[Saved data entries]
....
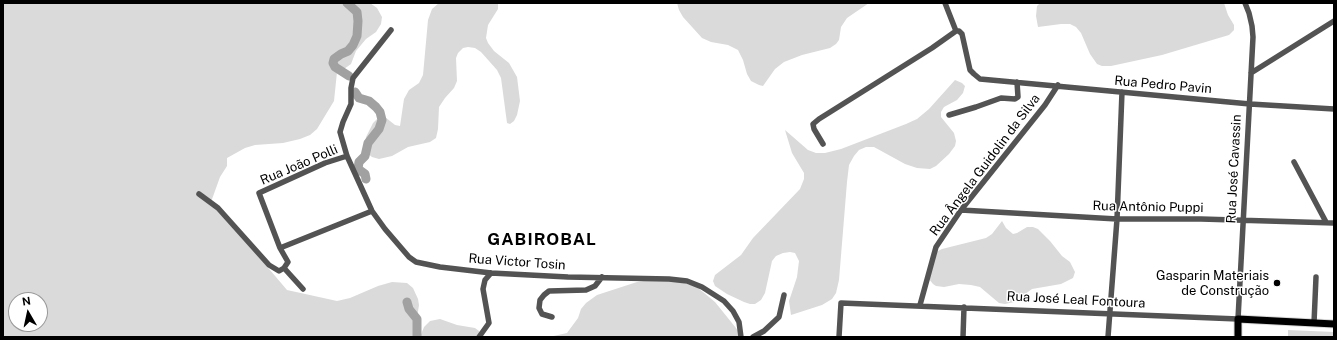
<!DOCTYPE html>
<meta charset="utf-8">
<style>
body{margin:0}
#map{position:relative;width:1337px;height:340px;overflow:hidden;background:#fff;font-family:"Public Sans",sans-serif}
canvas{display:block}
.frame{position:absolute;inset:0;border:4px solid #000;pointer-events:none}
.north{position:absolute;left:8px;top:292px;width:40px;height:40px;box-sizing:border-box;background:#fff;border:1px solid #999;border-radius:50%;rotate:351deg;font-size:11px;font-weight:700;line-height:16px;text-align:center;color:#000}
.north::after{content:'';display:block;margin:auto;width:14px;height:18px;background:#000;clip-path:polygon(50% 0,100% 100%,50% 72%,0 100%)}
</style>
<div id="map">
<canvas width="1337" height="340"></canvas>
<div class="frame"></div>
<div class="north">N</div>
</div>
<script>
const ctx = document.querySelector('canvas').getContext('2d');
ctx.lineJoin = 'round';
function fillPath(path, color) { ctx.fillStyle = color; ctx.fill(path, 'evenodd'); }
const toPath = rows => new Path2D(rows.map(r => 'M' + r).join(''));
function stroke(path, color, width, dash) { ctx.strokeStyle = color; ctx.lineWidth = width; ctx.lineCap = dash ? 'butt' : 'round'; ctx.setLineDash(dash || []); ctx.stroke(path); }
function drawText(font, color, halo, rows, align = 'center') {
  ctx.font = font + ' "Public Sans",sans-serif'; ctx.lineWidth = 3; ctx.setLineDash([]); ctx.textBaseline = 'middle'; ctx.strokeStyle = halo; ctx.fillStyle = color; for (const [text, x, y, turn = 0] of rows) {
    ctx.save(); ctx.translate(x, y); ctx.rotate((+turn || 0) * Math.PI / 180); ctx.textAlign = isNaN(turn) ? turn : align; if (halo) ctx.strokeText(text, 0, 0); ctx.fillText(text, 0, 0); ctx.restore();
  }
}
fillPath(toPath([
 [3,3,370,3,377,8,382,17,381,24,376,32,366,39,356,51,351,64,344,69,337,72,334,101,317,129,310,135,300,139,283,143,255,145,245,148,227,158,227,166,220,177,211,202,236,230,287,290,337,301,350,298,378,286,392,282,407,283,413,288,418,299,419,305,414,337,5,337,3,336],
 [16,300,40,300,40,324,16,324],
 [439,3,498,3,498,9,488,25,486,38,488,43,494,51,509,63,517,77,520,101,517,115,514,121,510,124,507,123,501,78,497,70,481,52,475,48,468,47,463,48,458,53,456,58,457,81,454,88,445,98,439,107,438,129,436,138,430,142,408,147,392,156,379,159,372,157,367,153,365,146,366,137,373,123,379,117,385,117,395,125,400,126,404,99,409,90,419,83,423,75,428,20,432,9],
 [677,3,869,3,847,18,841,27,839,40,836,44,830,48,802,55,784,62,775,69,763,86,759,85,751,81,747,74,743,60,738,50,728,45,711,42,702,38,683,17,679,10],
 [1040,3,1224,3,1228,15,1234,25,1234,30,1229,35,1162,55,1111,66,1102,66,1097,64,1090,54,1081,33,1076,27,1070,24,1061,24,1038,27,1036,16,1037,6],
 [955,80,962,83,965,86,963,93,957,100,944,107,941,112,941,117,954,133,956,141,955,146,949,154,936,166,930,169,917,168,905,164,874,147,866,147,859,150,854,156,849,165,847,182,839,280,836,293,832,299,822,305,791,315,789,301,797,277,799,261,795,253,790,252,783,253,776,256,772,261,765,293,761,300,755,304,750,304,744,302,727,294,715,286,713,281,715,275,741,255,753,238,800,189,804,179,804,173,792,153,785,130,808,150,816,153,825,153,841,149,906,124,917,119,929,109],
 [1002,221,1006,228,1013,234,1017,233,1027,227,1033,227,1038,229,1050,241,1062,256,1070,262,1075,272,1073,278,1061,284,1032,289,1014,302,1005,304,999,303,980,287,971,285,959,284,944,287,936,286,933,284,929,279,936,252,942,249,986,238,992,234],
 [656,279,674,280,697,287,715,302,740,333,740,337,549,337,567,333,578,318,581,309,586,303,597,295,637,282],
 [440,319,457,325,475,328,479,331,480,337,420,337,424,327,430,321],
 [1288,330,1334,332,1334,337,1288,337]
]), '#dadada');
stroke(toPath([
 [347,3,357,12,358,21,357,36,353,45,348,51,341,54,334,59,333,63,335,67,349,76],
 [355,92,359,98,369,101,376,107,380,112,382,120,379,129,368,143,365,156,359,162,358,169,365,174,366,179],
 [407,302,409,309,417,319,417,337]
]), '#a1a1a1', 9);
const major = toPath([
 [1238,337,1238,319,1334,324]
]);
stroke(major, '#dbdbdb', 9);
stroke(toPath([
 [945,3,956,31],
 [391,30,353,78,351,88,351,104,343,122,340,132,347,156,372,211,385,229,409,257,416,262,440,267,491,273,568,277,669,279,687,281,702,287,724,301,733,311,739,322,741,337],
 [1251,73,1334,21],
 [949,115,976,107,1001,98,1015,99,1018,97,1017,82],
 [823,144,814,129,813,124,819,119,932,48,956,31,959,31,962,34,970,70,974,74,980,79,1250,104,1334,109],
 [1294,162,1326,222],
 [199,194,218,208,269,265,279,271,284,268,288,262,280,248,259,193,325,163,347,156],
 [961,210,1117,219,1201,219,1334,223],
 [280,248,372,211],
 [284,268,303,289],
 [920,305,936,247,961,210,1045,105,1058,85],
 [552,317,542,314,539,308,540,300,544,295,549,291,586,290,595,286,602,277],
 [1314,323,1316,277],
 [479,337,489,323,483,289,485,280,491,273],
 [753,337,764,331,779,317,784,295],
 [839,337,841,303,1238,319,1253,37,1252,26,1249,13,1245,3],
 [963,337,964,307],
 [1108,337,1117,219,1122,92]
]), '#535353', 5.5);
stroke(major, '#000', 7);
for (const [x, y, r, color] of [
 [1277,283,4,"#000"]
]) { const dot = new Path2D(); dot.arc(x, y, r, 0, 2 * Math.PI); ctx.fillStyle = color; ctx.fill(dot); stroke(dot, '#fff', 1.5); }
drawText('13px', '#000', '#fff', [
 ["Rua Pedro Pavin",1163,85,5],
 ["Rua João Polli",299,165,-23],
 ["Rua Ângela Guidolin da Silva",985,165,-53],
 ["Rua José Cavassin",1234,169,-87],
 ["Rua Antônio Puppi",1148,207,1],
 ["Rua Victor Tosin",517,262,4],
 ["Rua José Leal Fontoura",1076,300,3]
]);
drawText('13px', '#000', '#fff', [
 ["Gasparin Materiais",1269,276],
 ["de Construção",1269,291]
], 'right');
ctx.letterSpacing = '1px';
drawText('bold 17px', '#000', '#fff', [
 ["GABIROBAL",542,240]
]);
ctx.letterSpacing = '0px';
</script>
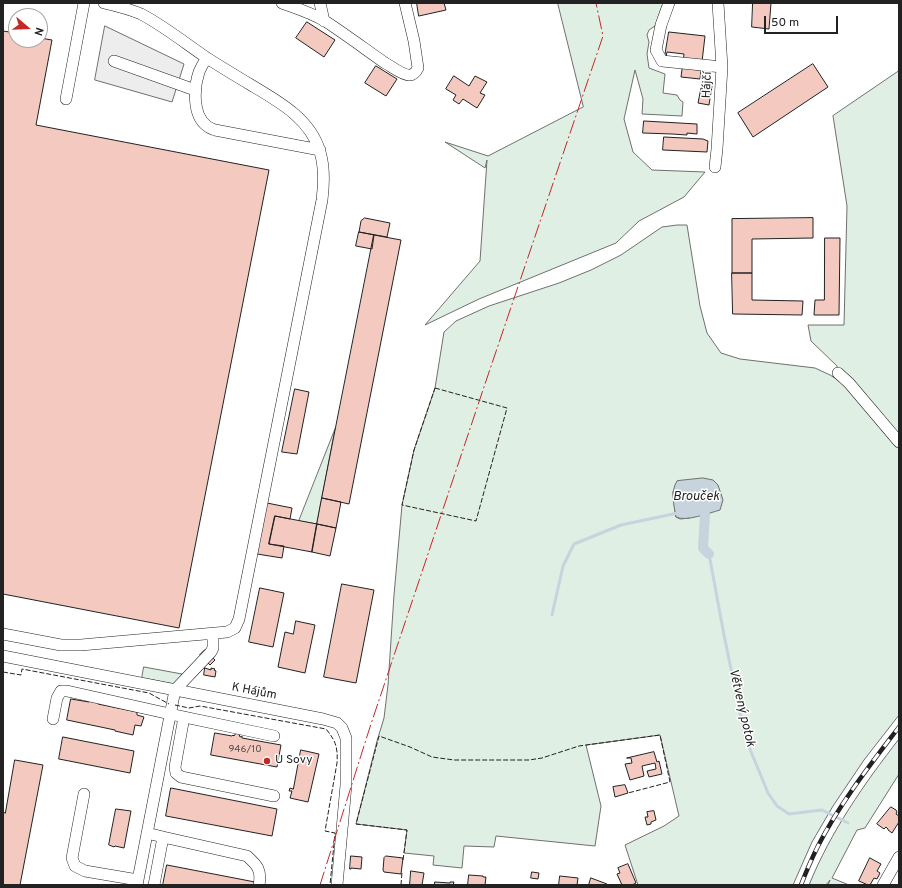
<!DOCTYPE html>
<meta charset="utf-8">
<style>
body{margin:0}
#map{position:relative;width:902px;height:888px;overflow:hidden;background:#fff;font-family:Overpass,sans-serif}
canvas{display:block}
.frame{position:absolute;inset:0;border:4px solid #222;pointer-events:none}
.north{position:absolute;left:8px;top:8px;width:40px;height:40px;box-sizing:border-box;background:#fff;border:1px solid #a7a7a7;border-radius:50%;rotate:109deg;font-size:11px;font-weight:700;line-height:16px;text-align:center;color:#222}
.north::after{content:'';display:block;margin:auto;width:14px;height:18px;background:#c62828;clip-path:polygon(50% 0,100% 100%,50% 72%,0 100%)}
.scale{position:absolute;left:764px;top:16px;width:74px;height:18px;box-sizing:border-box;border:2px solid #222;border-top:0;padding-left:5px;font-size:12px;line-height:14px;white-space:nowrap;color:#222;-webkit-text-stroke:3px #fff;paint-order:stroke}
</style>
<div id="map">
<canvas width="902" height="888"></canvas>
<div class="frame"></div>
<div class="north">N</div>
<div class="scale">50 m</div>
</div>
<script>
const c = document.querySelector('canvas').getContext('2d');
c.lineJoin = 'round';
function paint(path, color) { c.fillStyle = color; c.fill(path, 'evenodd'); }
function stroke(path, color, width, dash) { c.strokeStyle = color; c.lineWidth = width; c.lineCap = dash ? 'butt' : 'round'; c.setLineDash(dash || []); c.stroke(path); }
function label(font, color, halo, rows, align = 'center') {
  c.font = font + ' Overpass,sans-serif'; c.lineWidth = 3; c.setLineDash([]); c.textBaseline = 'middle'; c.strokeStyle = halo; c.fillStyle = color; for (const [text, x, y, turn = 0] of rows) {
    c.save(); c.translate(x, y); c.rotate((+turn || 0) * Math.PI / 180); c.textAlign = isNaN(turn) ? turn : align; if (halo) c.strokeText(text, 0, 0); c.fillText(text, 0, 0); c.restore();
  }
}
const green = new Path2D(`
 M558,3H663L655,26L649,30L647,35L649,42L647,54L649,68L665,74L663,93L677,95L680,100L683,102L682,116L642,114L643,99L635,70L624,119L633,152L652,170L705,172L684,197L639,221L616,243L479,299L425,325L480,261L487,160L485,168L445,142L488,156L583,107Z
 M899,71V715L864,760L833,806L812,842L793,885H638L625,845L664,826L679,816L660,735L586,745L601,806L595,846L496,836L494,847L464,846L462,868L433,865L434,856L404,853L407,830L356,824L377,741L384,718L388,685L394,595L402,505L414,450L435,388L444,332L456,321L489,306L559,283L591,270L621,255L662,227L677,225H687L696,281L700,306L707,333L721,353L740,359L815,368L830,375L843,383L837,366L811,341L808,325H844L847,206L833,116ZM673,492L690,518L680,519L676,517Z
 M335,429L317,524L299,521Z
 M144,667L182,674L179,685L142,678Z
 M899,739V774L865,828L857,830L832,878L849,885H828L830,880L826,885H809C831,831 864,784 899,739Z`);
paint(green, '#e0efe3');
stroke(green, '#6f6f6f', 1);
const parking = new Path2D(`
 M105,26L184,64L172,102L95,80Z`);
paint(parking, '#ededed');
stroke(parking, '#6f6f6f', 1);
const water = new Path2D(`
 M703,478L713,480L718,485L723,500L720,510C709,513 686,522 676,517C674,505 670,492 677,481Z`);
paint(water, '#c7d3dd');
stroke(water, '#6f6f6f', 1);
stroke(new Path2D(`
 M709,554L724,635L745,737L768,793L777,806L789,814L822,810L848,823
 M552,615L563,566L574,544L621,525L678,513`), '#c7d3dd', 3);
stroke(new Path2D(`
 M705,514L703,548L709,554`), '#c7d3dd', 10);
const building = new Path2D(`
 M417,3H444L446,10L419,16Z
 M753,3H771L769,29L752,27Z
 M307,22L335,40L324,57L296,38Z
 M3,31L16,33V40H40V38L52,40L36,125L269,170L179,628L3,594Z
 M669,32L705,36L700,79L681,77L684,54L667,52L666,57L665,56Z
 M813,64L828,87L753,137L738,113Z
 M376,66L397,79L386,96L365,83Z
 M454,76L469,86L475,76L487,82L480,93L485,95L477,108L463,99L459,104L453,100L456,95L446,89Z
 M706,85L712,86L709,105L698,103L701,88L705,89Z
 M644,121L697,124V134L687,133V135L672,134L643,133Z
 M664,137L703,139L708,141L707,152L663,150Z
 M365,218L390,223L387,237L359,232L361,221Z
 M813,218V238L752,239V273H732V219Z
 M359,232L374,235L372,249L356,246Z
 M374,235L401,240L349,504L322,498Z
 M825,238H840L839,315H814L815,300H824Z
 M732,273H752V300L803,301L802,315L733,314Z
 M295,389L309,392L297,454L282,452Z
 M322,498L341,502L336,528L317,524Z
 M267,503L292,508L290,519L275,516L269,544L284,546L282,558L257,554Z
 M275,516L317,524L312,552L269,544Z
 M317,524L336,528L330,556L312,552Z
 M342,584L374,590L356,683L324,677Z
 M260,588L284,593L273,647L249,642Z
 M296,621L315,625L305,673L278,667L285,632L293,634Z
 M205,650L215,660L210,665L200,655Z
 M205,668L211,670V668L215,669L214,670L216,671L215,677L204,675Z
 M71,699L89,702V700L98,702V704L137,712V715L144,717L141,726L135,725L133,735L115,731V730L67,720Z
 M215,733L232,736L233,735L234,736L236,733L239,734L240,737L242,736V738L281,745L277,767L211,755Z
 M63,737L134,751L130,773L59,759Z
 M301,750L319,754L308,802L290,798L292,791H289L290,788L293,789Z
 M654,752L657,762L659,761L662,774L649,777L647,771L656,769L655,763L642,766L644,776L630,780L625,764L632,763L631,758H627Z
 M15,760L43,765L20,885H3V812L5,813Z
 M625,785L628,793L615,797L613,787Z
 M171,788L277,809L272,836L166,816Z
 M891,807L896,810L897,812L896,814L899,816V822L892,833L888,830V829L886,827L884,829L877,824Z
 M116,809L131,811L124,848L115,846L114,847L109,845Z
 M654,811L656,820L651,822V824L647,825L645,817H648L647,812Z
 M351,856L362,857L361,869L351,868V869H350Z
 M386,856L403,858L401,874L384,872L383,870L384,858Z
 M870,858L881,864L877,871L880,873L877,879L874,878L870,885H868L859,881Z
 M628,864L636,883L632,885H622L617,874L620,873L618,868Z
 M167,865L255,882V885H163Z
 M411,871L424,873L422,885H410Z
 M532,872L539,873L538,879L531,878Z
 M469,875L483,876V877H486L485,885H468Z
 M560,876L578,878L577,885H559Z
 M591,878L607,884V885H589Z
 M435,882L450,883V882H454L453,885H435Z`);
paint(building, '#f3c9c0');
stroke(building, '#222', 1);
const minor = new Path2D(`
 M104,3C117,6 129,9 141,14C164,26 185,43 207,58C204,62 201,67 199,72C194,87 192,115 207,126C209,128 213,129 215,130L320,150
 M282,3C296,8 312,13 325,21C345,34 365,49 385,63C391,66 402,75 409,75C414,75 416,72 418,68L414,41L405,3
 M320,3L324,21
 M669,3L661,25L656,50L662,61L722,67
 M114,61L195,90
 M66,99L84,3
 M715,167L717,149L722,67L718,3
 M838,373L849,383L899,442
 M3,634L61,645H81L227,632L235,628L239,619L322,200C324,184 325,168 320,152C311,119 278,101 251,85C236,76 221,67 207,58
 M3,656L323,719L337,723L342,728L346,738V785L337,885
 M184,717L175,767L176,773L181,777L274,796
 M53,719L57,698L61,691H67L170,714L274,736
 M84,794L72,858L75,866L85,871L138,880
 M147,833L163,837L247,856C257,865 262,870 259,885
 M137,885L175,690L211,652L213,648V633
 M154,885L163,837
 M883,885L899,857`);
stroke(minor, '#222', 12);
stroke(minor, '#fff', 11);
const rail = new Path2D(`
 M801,885C806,872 812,858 818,846C840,803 870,765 899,727`);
stroke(rail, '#222', 4.5);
stroke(rail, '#fff', 3, [9]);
stroke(new Path2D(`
 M435,388L507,408L476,521L402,505L414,450Z
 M3,672L21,675L22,669L149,693L169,704
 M175,705L189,708L200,706L326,729C336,741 338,748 337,763L325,831L335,833L330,885
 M403,860L407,830L356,824L379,736L410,747L432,757L454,760H529L542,758L579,746L660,735L670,782L628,793
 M401,885L402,872`), '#222', 1, [5, 2]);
stroke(new Path2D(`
 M320,885L370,727L485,384L603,36L596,3`), '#c62828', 1, [14, 3, 2, 3]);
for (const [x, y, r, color] of [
 [267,761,4,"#c62828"]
]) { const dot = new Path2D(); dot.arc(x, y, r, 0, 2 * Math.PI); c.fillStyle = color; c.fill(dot); stroke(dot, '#fff', 1.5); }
label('10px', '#564c4a', null, [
 ["946/10",245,750]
]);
label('12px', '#222', '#fff', [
 ["Hájčí",708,85,-87],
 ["K Hájům",254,692,11]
]);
label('12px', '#222', '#fff', [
 ["U Sovy",275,761]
], 'left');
label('italic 13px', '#222', '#fff', [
 ["Brouček",696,497],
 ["Větvený potok",741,708,77]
]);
</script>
....
The entries above hold the needed span. Transcribe exactly the lines from the one with "const c = document.querySelector('canvas').getContext('2d');" to the one with "c.font = font", both included.

▶ **Solution for this problem**:
const c = document.querySelector('canvas').getContext('2d');
c.lineJoin = 'round';
function paint(path, color) { c.fillStyle = color; c.fill(path, 'evenodd'); }
function stroke(path, color, width, dash) { c.strokeStyle = color; c.lineWidth = width; c.lineCap = dash ? 'butt' : 'round'; c.setLineDash(dash || []); c.stroke(path); }
function label(font, color, halo, rows, align = 'center') {
  c.font = font + ' Overpass,sans-serif'; c.lineWidth = 3; c.setLineDash([]); c.textBaseline = 'middle'; c.strokeStyle = halo; c.fillStyle = color; for (const [text, x, y, turn = 0] of rows) {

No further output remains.